**TASK REQUIREMENTS:** Below are the records. State how many of their lines contain "Willow", with nothing else.
>>>>
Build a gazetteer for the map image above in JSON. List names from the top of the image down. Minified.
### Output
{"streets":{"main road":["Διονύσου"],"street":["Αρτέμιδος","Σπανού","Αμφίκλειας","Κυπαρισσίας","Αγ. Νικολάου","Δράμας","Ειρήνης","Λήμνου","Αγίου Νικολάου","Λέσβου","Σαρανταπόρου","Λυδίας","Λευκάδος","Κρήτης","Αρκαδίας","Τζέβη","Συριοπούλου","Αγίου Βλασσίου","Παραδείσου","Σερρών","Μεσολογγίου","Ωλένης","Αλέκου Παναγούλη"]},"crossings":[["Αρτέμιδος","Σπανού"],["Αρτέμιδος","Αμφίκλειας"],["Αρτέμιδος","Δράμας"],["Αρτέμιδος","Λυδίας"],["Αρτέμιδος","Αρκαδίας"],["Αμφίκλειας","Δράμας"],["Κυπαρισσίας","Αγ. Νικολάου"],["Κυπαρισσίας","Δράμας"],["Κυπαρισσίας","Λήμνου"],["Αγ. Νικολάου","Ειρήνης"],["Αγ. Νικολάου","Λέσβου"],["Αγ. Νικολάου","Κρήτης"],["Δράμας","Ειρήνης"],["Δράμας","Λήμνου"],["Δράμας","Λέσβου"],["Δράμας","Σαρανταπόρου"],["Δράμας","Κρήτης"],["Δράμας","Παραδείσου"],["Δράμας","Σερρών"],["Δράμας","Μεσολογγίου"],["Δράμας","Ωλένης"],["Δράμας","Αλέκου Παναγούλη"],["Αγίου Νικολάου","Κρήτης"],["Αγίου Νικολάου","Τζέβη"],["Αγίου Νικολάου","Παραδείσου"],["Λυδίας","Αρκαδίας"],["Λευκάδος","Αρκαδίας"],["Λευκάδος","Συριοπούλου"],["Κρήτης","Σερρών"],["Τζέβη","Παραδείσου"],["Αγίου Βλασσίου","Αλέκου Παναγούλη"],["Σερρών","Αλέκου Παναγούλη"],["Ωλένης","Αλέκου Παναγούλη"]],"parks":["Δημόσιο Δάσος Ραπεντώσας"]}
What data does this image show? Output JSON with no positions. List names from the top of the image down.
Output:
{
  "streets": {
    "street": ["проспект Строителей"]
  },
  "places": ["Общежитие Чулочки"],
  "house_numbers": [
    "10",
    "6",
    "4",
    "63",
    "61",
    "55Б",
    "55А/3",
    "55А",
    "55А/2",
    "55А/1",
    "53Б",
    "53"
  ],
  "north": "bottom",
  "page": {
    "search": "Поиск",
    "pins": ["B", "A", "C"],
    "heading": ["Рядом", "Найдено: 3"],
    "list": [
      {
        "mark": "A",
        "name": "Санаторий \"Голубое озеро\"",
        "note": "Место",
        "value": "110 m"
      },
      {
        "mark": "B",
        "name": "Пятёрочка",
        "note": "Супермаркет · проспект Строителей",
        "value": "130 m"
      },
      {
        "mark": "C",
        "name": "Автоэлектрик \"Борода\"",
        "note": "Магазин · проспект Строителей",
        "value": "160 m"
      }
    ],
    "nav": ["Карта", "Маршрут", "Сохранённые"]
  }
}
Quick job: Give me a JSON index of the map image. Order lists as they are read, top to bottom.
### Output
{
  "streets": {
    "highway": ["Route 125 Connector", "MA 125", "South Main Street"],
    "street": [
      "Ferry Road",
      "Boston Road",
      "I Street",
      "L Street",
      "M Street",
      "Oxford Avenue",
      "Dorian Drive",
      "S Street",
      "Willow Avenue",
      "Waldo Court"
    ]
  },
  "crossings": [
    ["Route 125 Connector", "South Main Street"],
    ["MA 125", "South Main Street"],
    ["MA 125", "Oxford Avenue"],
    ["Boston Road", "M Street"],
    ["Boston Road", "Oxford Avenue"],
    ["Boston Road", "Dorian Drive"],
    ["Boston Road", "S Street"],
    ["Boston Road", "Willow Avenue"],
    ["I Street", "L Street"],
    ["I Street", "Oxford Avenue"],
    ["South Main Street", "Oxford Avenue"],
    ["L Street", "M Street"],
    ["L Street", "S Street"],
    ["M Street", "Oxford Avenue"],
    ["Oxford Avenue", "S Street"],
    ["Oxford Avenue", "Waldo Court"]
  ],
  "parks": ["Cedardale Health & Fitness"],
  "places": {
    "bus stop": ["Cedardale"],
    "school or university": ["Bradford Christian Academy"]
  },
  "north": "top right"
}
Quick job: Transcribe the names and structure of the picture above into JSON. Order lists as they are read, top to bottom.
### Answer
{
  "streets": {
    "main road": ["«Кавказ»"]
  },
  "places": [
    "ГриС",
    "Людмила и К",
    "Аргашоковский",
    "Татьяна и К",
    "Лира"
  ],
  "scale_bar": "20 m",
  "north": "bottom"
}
<<<<
**EXERCISE RESULT:** 2